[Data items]
------------------------------------
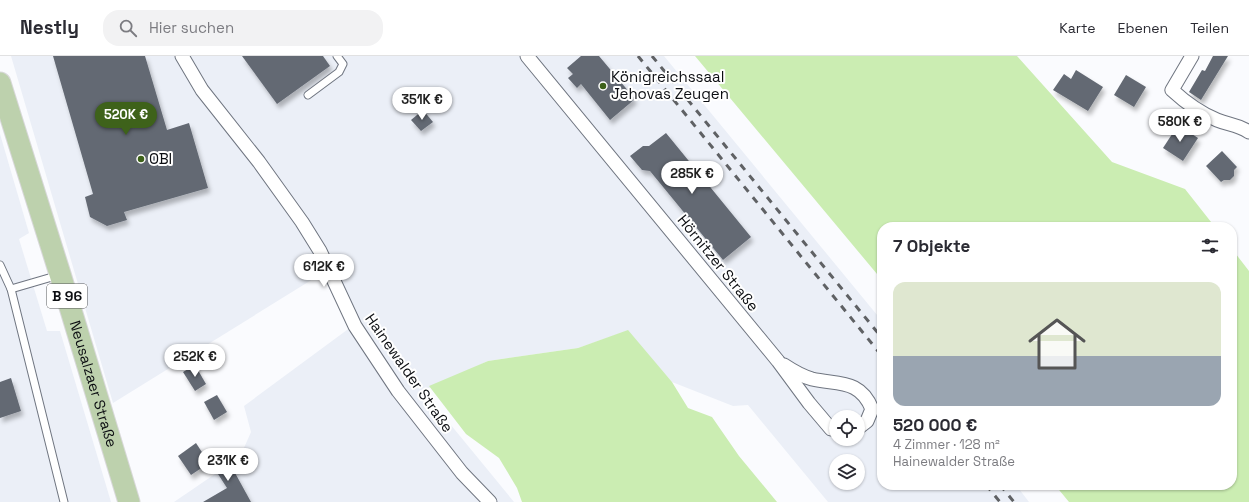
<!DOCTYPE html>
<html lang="de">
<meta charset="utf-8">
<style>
body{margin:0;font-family:"Space Grotesk",sans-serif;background:#f2f2f3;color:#2b2b33;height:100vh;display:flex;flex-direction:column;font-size:15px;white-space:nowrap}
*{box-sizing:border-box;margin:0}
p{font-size:13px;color:#7c7c81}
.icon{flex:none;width:22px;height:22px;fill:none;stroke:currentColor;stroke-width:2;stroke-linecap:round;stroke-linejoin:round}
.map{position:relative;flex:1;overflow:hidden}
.side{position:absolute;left:877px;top:166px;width:360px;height:268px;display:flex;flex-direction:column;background:#fff;border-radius:16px;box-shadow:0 1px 3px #0004}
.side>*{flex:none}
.tools{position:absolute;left:829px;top:354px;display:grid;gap:8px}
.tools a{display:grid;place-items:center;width:36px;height:36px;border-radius:50%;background:#fff;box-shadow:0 1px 3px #0004;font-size:20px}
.price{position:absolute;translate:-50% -34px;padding:0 9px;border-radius:14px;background:#fff;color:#222;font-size:13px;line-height:26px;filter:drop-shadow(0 1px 2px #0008)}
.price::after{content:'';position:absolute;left:50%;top:24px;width:12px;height:9px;margin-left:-6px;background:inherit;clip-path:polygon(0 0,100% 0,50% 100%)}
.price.on{background:#3e621a;color:#fff}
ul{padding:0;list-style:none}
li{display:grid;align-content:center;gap:8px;height:212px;padding:0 16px}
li+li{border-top:1px solid #e1e1e2}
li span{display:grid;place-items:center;height:124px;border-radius:12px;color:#555}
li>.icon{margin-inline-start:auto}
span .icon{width:72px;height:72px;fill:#fffc;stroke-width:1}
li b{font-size:17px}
h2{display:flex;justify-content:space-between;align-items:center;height:48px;padding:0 16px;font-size:17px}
header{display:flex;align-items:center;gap:24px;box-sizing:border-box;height:56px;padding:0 20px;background:#fff;border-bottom:1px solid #e1e1e2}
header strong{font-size:19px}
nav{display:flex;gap:22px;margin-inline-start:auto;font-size:14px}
.search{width:280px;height:36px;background:#f2f2f3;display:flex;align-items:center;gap:10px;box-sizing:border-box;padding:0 14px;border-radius:16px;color:#7c7c81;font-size:15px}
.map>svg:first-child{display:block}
.built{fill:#ebeff7;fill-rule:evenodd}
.green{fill:#cbedb2}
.building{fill:#636973;filter:url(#shadow)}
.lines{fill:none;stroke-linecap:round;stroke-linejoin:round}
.service-casing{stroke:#6f7580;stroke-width:9}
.minor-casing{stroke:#6f7580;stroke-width:15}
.primary-casing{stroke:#d8d8d9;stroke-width:23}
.service{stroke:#fff;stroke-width:7}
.minor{stroke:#fff;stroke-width:13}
.primary{stroke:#bdd1ad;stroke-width:21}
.rail{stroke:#5f6164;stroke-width:3;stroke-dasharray:7 7;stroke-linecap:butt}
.poi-dot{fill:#3e621a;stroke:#fff;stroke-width:1.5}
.labels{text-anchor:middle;stroke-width:4;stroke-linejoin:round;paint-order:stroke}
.shield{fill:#fff;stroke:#555659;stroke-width:1}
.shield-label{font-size:14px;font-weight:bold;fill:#0c0e12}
.poi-label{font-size:15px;fill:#0c0e12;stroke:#fff;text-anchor:start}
.street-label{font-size:15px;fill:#0c0e12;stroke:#fff}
</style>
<header>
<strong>Nestly</strong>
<div class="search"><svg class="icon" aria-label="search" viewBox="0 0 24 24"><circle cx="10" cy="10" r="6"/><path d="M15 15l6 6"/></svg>Hier suchen</div>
<nav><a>Karte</a><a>Ebenen</a><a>Teilen</a></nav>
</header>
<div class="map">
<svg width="1249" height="446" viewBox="0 0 1249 446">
<defs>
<filter id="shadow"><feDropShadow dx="2.5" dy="4.5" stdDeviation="2" flood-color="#0004"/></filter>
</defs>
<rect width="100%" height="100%" fill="#fafbfe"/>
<!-- built -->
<g class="built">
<path d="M11,0H664L882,265V429H1016L1029,446H828L748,349L733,350L672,326L627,275L578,292L488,305L423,335L514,446H174L240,401L251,376L244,350L351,271L326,215L113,347ZM836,361H858V383H836ZM836,405H858V427H836Z"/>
<path d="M0,78L29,177L19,183L47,275H60L111,446H0Z"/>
</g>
<!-- green -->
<g class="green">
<path d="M695,0H1017L1112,106L1185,133L1215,171H882V224Z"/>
<path d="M1232,193L1249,215V446H1069L1055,429H1232Z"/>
<path d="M628,274L672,326L688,352L712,361L739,400L777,446H522L517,432L499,402L466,378L429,330L488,305L578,292Z"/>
</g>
<!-- building -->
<g class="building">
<path d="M53,0H145L167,74L189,67L208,132L124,156L127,164L107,170L90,161L85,141L93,138Z"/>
<path d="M242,0H323L330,10L277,48Z"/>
<path d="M581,0H599L635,43L610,64L581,28L577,32L568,22L573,18L567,12Z"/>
<path d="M1213,0H1228L1201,44L1189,36L1202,14L1205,15Z"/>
<path d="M1076,14L1103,31L1088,55L1053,34L1064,18L1071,23Z"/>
<path d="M1126,19L1146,31L1134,51L1114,39Z"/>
<path d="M423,54L433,66L421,75L411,64Z"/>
<path d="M1178,69L1198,82L1183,105L1163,92Z"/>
<path d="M666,77L751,181L723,204L650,115L642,114L630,100L643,90H649Z"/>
<path d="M1222,95L1237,111L1234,114V120L1230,124H1224L1221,126L1206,110Z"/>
<path d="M195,309L206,328L195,335L183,316Z"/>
<path d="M11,322L21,355L0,362V326Z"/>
<path d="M217,339L227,356L214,364L204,346Z"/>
<path d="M196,387L209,407L191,419L178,400Z"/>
<path d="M224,395L231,405L229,406L251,446H203L227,432L209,404Z"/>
</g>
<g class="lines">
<!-- service casing -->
<g class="service-casing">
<g id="service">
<path d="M308,39L339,16L343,8L337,0"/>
<path d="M0,209L11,233L64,446"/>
<path d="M11,233L59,219"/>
</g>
</g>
<!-- minor casing -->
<g class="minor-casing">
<g id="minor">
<path d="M182,0L202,34L259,106L302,166L320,195L355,270L398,335L462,417L490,446"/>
<path d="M527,0L778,305L809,347L831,373L836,374"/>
<path d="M1192,0L1172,34C1185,46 1200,57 1217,64C1229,69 1237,68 1249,76"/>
<path d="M784,309C793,315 801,320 812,323C838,329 860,323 872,353L867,365L858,372"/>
</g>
</g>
<!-- primary casing -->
<g class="primary-casing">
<g id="primary">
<path id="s1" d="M0,27L60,218L129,446"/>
</g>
</g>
<!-- service -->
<use href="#service" class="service"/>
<!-- minor -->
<use href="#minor" class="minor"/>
<!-- primary -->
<use href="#primary" class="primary"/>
<!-- rail -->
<g class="rail">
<path d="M638,0L882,300"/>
<path d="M652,0L882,282"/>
<path d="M986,429L1000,446"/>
<path d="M1000,429L1014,446"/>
</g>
</g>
<!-- markers -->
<g class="poi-dot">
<circle cx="603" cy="30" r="4"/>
<circle cx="141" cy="103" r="4"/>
</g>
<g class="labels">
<!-- shield labels -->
<rect class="shield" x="47" y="228" width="40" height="24" rx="3"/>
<g class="shield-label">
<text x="67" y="245">B 96</text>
</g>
<!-- poi labels -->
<g class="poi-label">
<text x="611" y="26">Königreichssaal<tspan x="611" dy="17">Jehovas Zeugen</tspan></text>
<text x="149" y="108">OBI</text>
</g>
<!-- street labels -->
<g class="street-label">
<text transform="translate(718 207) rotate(51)" y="5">Hörnitzer Straße</text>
<text transform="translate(409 317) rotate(55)" y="5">Hainewalder Straße</text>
<text dy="5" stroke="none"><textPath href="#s1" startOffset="315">Neusalzaer Straße</textPath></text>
</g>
</g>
</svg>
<div class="tools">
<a><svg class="icon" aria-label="locate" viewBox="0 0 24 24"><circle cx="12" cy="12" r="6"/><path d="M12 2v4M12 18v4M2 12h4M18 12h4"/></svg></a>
<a><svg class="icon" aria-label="layers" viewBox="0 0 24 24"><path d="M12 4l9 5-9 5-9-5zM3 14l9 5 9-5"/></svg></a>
</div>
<b class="price" style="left:422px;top:65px">351K €</b>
<b class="price on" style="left:126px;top:80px">520K €</b>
<b class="price" style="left:1180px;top:87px">580K €</b>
<b class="price" style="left:692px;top:139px">285K €</b>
<b class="price" style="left:324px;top:232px">612K €</b>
<b class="price" style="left:195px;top:322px">252K €</b>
<b class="price" style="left:228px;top:426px">231K €</b>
<section class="side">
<h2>7 Objekte<svg class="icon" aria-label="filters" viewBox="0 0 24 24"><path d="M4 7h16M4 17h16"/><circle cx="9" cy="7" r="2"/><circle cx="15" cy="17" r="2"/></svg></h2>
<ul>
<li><span style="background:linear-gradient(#dfe7d0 60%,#9aa5b1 0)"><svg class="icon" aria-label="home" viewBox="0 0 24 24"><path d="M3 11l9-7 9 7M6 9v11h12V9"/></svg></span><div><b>520 000 €</b><p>4 Zimmer · 128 m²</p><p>Hainewalder Straße</p></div></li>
</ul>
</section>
</div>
------------------------------------
**DESCRIPTION OF THE TASK**
Say how many lines of the data above have the string "grid" in them, and write nothing besides that number.

**RESULT OF THIS EXERCISE**
4